The latest report has just been published, and is available at: www.thelancet.com/journals/lancet/article/PIIS0140-6736(18)32594-7/fulltext.

It warns that current trends in emissions and climate change are leading to an unacceptably high level of risk for the present and future health of populations across the world. The slow progress being made in reducing global greenhouse gas (GHG) emissions threatens lives and the viability of health services. However despite delays in reducing those emissions, there are moves towards a low-carbon transition, and it is clear that the nature and scale of the response to climate change will be the determining factor in shaping the health of nations for centuries to come.

The five domains covered by the report’s indicators are: climate change impact; adaptation of health services; mitigation actions and health co-benefits; finance and economics; and public and political engagement.

It reports that vulnerability to heat extremes has risen steadily since 1990, with 157 million more people exposed to heatwaves in 2017 than in the year 2000. This causes economic losses too – in 2017 a total of 712 extreme weather events resulted in 326 Billion US dollars worth, almost triple the amount of 2016. And small changes in temperature and rainfall can cause big changes in the transmission of infectious diseases, so that as well as the potential for transmission of Dengue fever (a potentially fatal tropical viral disease) being the highest ever recorded, this has an impact even in temperate zones, with for example a 24% increase in the area of the Baltic coastline suited to epidemics of cholera.
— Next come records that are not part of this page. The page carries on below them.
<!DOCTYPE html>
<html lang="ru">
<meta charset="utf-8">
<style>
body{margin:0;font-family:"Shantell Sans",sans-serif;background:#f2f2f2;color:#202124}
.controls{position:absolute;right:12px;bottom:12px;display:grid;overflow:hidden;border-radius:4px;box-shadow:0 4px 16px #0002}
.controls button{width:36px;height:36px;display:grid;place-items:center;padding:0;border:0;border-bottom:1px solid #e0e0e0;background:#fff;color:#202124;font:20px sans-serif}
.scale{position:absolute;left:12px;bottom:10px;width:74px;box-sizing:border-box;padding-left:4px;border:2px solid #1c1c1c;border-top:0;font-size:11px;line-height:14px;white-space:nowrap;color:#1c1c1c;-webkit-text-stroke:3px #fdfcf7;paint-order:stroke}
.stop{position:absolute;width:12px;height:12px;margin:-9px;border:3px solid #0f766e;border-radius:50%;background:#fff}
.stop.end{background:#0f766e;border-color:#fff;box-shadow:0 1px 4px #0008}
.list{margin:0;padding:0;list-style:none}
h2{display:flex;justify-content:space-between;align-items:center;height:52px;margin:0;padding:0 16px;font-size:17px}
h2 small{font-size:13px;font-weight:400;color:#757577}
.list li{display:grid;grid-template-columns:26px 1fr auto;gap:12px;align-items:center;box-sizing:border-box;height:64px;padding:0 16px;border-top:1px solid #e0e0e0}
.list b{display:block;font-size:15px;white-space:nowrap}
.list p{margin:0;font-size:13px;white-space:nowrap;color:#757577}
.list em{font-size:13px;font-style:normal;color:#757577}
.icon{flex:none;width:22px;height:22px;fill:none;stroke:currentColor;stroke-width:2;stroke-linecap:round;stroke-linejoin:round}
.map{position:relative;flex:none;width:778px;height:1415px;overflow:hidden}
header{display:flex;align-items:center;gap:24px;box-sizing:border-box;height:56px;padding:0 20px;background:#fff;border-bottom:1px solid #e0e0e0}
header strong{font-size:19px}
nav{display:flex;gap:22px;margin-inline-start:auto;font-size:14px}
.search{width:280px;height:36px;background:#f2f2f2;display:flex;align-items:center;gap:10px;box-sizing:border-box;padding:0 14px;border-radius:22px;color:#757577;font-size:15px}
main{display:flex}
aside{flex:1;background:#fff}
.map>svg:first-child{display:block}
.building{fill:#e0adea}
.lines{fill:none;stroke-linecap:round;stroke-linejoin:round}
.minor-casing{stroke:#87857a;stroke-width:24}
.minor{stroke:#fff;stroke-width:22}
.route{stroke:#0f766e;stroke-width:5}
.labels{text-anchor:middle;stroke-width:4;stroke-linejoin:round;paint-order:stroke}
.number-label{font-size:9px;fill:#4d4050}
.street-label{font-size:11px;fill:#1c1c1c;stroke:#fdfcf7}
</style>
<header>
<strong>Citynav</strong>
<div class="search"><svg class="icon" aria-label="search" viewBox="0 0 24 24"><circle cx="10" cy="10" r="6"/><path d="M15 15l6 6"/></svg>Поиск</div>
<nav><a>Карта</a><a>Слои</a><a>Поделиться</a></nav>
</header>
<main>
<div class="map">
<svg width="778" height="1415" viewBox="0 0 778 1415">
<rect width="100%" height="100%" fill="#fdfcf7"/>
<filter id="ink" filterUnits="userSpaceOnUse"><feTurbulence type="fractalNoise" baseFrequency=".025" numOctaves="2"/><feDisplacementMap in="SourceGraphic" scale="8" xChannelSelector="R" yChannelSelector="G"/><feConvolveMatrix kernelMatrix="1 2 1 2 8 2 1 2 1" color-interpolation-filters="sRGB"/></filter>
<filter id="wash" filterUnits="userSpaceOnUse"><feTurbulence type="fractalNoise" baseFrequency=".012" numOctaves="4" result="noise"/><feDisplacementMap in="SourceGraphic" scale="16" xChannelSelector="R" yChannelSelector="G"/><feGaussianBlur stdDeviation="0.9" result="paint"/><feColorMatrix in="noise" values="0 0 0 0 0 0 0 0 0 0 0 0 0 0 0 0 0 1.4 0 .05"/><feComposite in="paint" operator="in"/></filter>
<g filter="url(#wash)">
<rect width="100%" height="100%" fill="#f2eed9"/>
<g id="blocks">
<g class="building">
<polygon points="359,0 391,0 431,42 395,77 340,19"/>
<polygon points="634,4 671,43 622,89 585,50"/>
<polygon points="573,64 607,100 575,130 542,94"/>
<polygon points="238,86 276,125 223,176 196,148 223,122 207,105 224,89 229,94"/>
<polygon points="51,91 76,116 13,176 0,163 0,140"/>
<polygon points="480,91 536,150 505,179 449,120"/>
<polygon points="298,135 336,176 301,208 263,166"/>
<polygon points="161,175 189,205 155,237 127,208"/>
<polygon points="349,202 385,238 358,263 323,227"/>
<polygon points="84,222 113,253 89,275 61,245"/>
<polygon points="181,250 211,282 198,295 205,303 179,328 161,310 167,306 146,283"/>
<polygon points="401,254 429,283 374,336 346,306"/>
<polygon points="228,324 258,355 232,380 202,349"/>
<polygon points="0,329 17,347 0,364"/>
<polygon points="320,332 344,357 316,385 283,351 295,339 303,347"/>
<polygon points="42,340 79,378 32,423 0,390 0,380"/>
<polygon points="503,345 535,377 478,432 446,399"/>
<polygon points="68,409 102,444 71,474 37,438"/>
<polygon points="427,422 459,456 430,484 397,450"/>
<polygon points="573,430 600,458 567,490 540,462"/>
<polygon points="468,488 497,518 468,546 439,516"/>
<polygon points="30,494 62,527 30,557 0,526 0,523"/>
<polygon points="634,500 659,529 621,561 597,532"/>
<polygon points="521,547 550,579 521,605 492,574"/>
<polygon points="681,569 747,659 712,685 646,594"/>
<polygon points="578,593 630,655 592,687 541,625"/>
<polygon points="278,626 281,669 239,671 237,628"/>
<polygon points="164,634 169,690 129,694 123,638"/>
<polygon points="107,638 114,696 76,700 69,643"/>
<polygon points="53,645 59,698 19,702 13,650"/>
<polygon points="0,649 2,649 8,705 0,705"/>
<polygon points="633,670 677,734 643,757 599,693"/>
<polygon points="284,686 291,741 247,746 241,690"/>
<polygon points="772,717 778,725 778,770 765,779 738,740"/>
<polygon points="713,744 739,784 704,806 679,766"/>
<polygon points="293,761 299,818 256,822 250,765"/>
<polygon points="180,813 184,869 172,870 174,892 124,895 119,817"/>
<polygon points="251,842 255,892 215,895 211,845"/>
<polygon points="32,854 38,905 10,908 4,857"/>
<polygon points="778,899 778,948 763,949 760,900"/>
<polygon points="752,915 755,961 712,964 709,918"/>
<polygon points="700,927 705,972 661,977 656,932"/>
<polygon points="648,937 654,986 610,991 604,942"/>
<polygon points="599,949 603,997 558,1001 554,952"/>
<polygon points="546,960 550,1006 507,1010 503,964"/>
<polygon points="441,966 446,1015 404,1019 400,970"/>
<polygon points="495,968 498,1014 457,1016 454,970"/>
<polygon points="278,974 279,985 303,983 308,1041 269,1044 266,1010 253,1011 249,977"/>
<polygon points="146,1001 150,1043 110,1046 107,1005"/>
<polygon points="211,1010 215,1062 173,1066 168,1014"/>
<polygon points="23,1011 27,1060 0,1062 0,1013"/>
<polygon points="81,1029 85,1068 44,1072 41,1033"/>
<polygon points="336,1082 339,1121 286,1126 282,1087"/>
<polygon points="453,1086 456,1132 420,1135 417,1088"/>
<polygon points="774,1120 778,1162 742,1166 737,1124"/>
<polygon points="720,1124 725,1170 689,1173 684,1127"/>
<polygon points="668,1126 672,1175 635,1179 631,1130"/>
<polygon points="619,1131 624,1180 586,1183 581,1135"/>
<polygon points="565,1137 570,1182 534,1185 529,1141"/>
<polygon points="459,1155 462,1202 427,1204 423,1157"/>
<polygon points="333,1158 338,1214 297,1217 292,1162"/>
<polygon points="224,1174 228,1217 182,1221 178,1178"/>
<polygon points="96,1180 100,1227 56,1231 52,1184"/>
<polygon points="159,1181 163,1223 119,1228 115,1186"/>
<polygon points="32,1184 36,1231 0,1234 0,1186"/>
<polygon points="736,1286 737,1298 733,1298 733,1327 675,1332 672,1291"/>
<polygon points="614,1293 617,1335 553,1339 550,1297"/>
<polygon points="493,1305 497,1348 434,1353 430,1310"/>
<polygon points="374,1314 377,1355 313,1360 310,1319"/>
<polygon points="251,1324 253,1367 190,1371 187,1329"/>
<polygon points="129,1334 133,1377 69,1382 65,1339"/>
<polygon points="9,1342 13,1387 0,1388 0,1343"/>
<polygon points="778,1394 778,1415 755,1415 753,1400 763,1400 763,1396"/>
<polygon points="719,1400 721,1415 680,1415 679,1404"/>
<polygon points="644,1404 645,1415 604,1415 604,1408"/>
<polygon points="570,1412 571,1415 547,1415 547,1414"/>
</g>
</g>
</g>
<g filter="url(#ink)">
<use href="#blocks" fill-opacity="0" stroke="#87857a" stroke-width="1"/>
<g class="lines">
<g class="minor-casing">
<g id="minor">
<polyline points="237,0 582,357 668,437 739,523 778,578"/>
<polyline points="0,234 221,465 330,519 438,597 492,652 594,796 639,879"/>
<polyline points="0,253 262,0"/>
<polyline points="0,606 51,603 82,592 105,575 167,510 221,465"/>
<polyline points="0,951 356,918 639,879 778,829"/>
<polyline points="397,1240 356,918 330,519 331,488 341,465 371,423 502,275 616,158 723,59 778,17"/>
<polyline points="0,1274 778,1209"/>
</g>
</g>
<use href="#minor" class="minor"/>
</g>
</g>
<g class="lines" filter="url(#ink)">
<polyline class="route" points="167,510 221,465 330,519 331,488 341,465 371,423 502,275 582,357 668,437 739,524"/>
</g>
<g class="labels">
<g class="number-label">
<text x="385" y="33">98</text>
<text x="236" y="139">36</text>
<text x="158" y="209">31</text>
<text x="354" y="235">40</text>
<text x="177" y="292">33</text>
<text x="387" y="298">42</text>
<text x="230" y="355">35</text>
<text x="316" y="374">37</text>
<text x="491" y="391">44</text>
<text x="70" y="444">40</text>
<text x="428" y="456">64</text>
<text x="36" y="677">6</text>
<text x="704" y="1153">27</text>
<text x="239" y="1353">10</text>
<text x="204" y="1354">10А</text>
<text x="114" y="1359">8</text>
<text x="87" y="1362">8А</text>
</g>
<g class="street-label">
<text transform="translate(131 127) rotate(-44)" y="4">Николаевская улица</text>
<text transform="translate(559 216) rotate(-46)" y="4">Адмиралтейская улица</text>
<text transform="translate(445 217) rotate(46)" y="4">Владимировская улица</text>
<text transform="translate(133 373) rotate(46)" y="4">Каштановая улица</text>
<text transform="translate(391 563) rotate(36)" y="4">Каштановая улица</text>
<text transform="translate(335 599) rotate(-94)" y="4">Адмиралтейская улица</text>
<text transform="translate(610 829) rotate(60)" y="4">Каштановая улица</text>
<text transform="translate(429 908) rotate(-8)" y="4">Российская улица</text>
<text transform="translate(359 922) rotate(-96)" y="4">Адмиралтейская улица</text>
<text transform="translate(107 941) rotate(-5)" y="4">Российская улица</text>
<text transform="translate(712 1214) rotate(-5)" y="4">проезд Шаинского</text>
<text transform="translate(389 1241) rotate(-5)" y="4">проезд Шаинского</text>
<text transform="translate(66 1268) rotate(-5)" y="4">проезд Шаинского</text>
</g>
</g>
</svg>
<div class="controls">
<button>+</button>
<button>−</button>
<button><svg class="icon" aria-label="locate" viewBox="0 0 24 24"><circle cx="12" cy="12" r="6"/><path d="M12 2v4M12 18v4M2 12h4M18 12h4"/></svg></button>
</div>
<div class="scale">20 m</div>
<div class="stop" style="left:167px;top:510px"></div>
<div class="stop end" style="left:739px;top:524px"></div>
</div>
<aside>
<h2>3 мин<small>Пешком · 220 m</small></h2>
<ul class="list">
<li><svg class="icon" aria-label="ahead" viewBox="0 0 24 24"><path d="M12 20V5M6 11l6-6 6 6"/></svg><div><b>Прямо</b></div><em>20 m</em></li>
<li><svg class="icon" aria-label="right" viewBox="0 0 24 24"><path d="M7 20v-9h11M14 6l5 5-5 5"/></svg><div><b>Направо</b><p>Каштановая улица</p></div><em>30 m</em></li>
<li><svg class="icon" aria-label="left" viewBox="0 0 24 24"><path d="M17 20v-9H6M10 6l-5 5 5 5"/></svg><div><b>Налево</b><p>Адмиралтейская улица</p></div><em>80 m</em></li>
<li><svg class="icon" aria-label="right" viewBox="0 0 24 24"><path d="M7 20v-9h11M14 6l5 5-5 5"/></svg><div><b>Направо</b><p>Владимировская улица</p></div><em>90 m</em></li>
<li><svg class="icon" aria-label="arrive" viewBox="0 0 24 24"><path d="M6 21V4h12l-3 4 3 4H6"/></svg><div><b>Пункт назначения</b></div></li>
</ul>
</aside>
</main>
Meanwhile, agricultural yield potential is falling.

Globally, inertia in adapting to climate change persists, with spending remaining well below the $100Bn per year commitments made in Paris in 2015. Failure to take actions to reduce GHG emissions has meant that globally we are missing out on enormous potential health benefits that would follow on if we did so. So for example, between 2010 and 2016 air pollution worsened in 70% of cities around the world, particularly in low and middle income countries. In 2015, fine particulate matter air pollution (so called PM2.5) was responsible for 2.9 million premature deaths worldwide.

However some of the indicators tracked to give cause for optimism.. For example, in the power generation and transport sectors there are positive trends, with a continuing reduction in coal use, more renewable energy capacity than fossil fuel capacity being installed in 2017, a decrease in fossil fuel subsidies and growing numbers of people employed in the renewable energy industry. In both mainstream and professional media there is a continuing increase in the amount of coverage given to health and climate change, with a tripling of the number of academic articles on health and climate change between 2007 and 2017, and health organisations disinvesting from fossil fuels.

But coming at the same time that the Met Office predicts that summers in the UK could be as much as 5.4 0C hotter by 2070, this is a salutary report. There is no room for complacency.